Several attempts have been made for other sites, but the most recent was in 2014, when the Ministry of Culture, with the support of the former Prime Minister, Victor Ponta, proposed the Constantin Brancusi ensemble from Targu Jiu (Gorj County) to UNESCO. However Romania withdrew the nomination almost last minute, in June 2015. Moreover, the decision came after the UNESCO committee suggested that the nomination is incomplete.
But how had this happened in the first place? According to the national press, Romania has been trying to put the Brancusi ensemble on the world heritage list for 25 years now. The actual working file was started in 2011 and has cost, according to an investigation made by Romania Libera newspaper, over EUR 30,000. Former PM Victor Ponta also contributed to the file – in 2012, during the local elections, he used the ensemble’s symbols as marketing tools and promised to help make the site part of UNESCO heritage. A few months after the file was officially withdrawn, which happened in June 2015, Victor Ponta declared in a press conference at the opening of the academic year in Targu Jiu that “there wasn’t enough political lobby. The committee was in Germany this year, they didn’t care about us. I thought that now Germany will love us, but they don’t,” the former prime minister explained the situation. He promised again to find money to finance the file, after the Ministry of Culture, together with the other parties involved made a proper proposal, which was not the case anymore, due to the political changes.
The same investigation made by Romania Libera revealed also that one of the world’s specialists in Brancusi’s work, researcher Doina Lemny, who currently works in Paris at the Pompidou Centre, was disappointed by how the Ministry of Culture has handled this nomination. The Ministry asked her to write about the artist’s work – but they didn’t show her the final document. “I felt fooled,” declared Doina Lemny for the newspaper.
Romanian mass-media has found the official document that was presented to UNESCO’s committee this summer. The language of the file is French, but according to all specialists and non-specialists, the text is poorly-written and the information quality is poor and copy/pasted from public websites, even from Wikipedia, the free online encyclopedia written by contributors. “I saw and I read the file regarding the nomination of the Brancusi ensemble to the UNESCO list. It’s a shame. If we can’t find a specialist in the entire Ministry of Culture who can write in proper French, then I’ll be the one who will rewrite the entire file,” declared the current Minister of Culture, Vlad Alexandrescu, in an informal press meeting which took place recently. “Now we hired another specialist to take care of this specific file, Irina Iamandescu, who is fully in charge of reorganizing the information for the file,” added the minister of culture on the same meeting.

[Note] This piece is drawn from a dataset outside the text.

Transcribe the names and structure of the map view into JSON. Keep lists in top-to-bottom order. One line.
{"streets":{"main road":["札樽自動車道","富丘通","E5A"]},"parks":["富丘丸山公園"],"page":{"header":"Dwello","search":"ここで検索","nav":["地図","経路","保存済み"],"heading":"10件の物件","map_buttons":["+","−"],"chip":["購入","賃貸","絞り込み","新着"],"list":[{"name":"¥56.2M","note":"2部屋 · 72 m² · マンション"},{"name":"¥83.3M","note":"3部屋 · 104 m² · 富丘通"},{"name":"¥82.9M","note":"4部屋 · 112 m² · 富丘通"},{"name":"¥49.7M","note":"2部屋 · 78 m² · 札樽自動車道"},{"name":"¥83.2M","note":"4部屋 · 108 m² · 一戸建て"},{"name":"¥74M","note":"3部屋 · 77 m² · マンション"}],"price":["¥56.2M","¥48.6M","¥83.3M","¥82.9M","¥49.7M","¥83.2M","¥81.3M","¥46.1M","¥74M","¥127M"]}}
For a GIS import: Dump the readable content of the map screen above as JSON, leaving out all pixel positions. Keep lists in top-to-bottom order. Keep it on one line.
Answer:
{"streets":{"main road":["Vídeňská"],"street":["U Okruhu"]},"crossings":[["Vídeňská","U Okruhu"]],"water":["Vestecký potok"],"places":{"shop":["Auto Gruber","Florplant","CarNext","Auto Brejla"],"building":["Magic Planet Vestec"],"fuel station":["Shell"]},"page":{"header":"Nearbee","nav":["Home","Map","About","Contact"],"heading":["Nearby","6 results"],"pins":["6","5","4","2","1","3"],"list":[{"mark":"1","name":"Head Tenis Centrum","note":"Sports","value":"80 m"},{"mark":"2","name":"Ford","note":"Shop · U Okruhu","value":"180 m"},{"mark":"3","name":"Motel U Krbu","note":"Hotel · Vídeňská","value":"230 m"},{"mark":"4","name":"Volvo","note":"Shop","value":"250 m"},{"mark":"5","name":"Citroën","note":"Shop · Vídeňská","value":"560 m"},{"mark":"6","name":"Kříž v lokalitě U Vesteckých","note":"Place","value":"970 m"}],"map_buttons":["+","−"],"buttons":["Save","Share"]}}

On February 18, 2016, just before the commemoration of our great Romanian artist, Vlad Alexandrescu stated that the file will be completely rewritten, allocating adequate resources, including international experts and the necessary budgetary resources. “In these conditions, we expect as a possible formal submission of the file to UNESCO at the earliest in February 2018, with a submission for prior consultation with the World Heritage Centre in September 2017,” wrote Alexandrescu on his Facebook page, where he makes most of the public declarations.
Still, the subject is quite sensitive in terms of what to put on UNESCO’s list and which is the surface to be taken into consideration. The Constantin Brancusi Sculptural Ensemble at Targu Jiu pays homage to the Romanian heroes of the First World War. The ensemble comprises three sculptures: the Table of Silence, the Gate of the Kiss and the Infinity Column, on a 1,300 m (4,250 ft.) long axis, oriented west to east, passing through the city.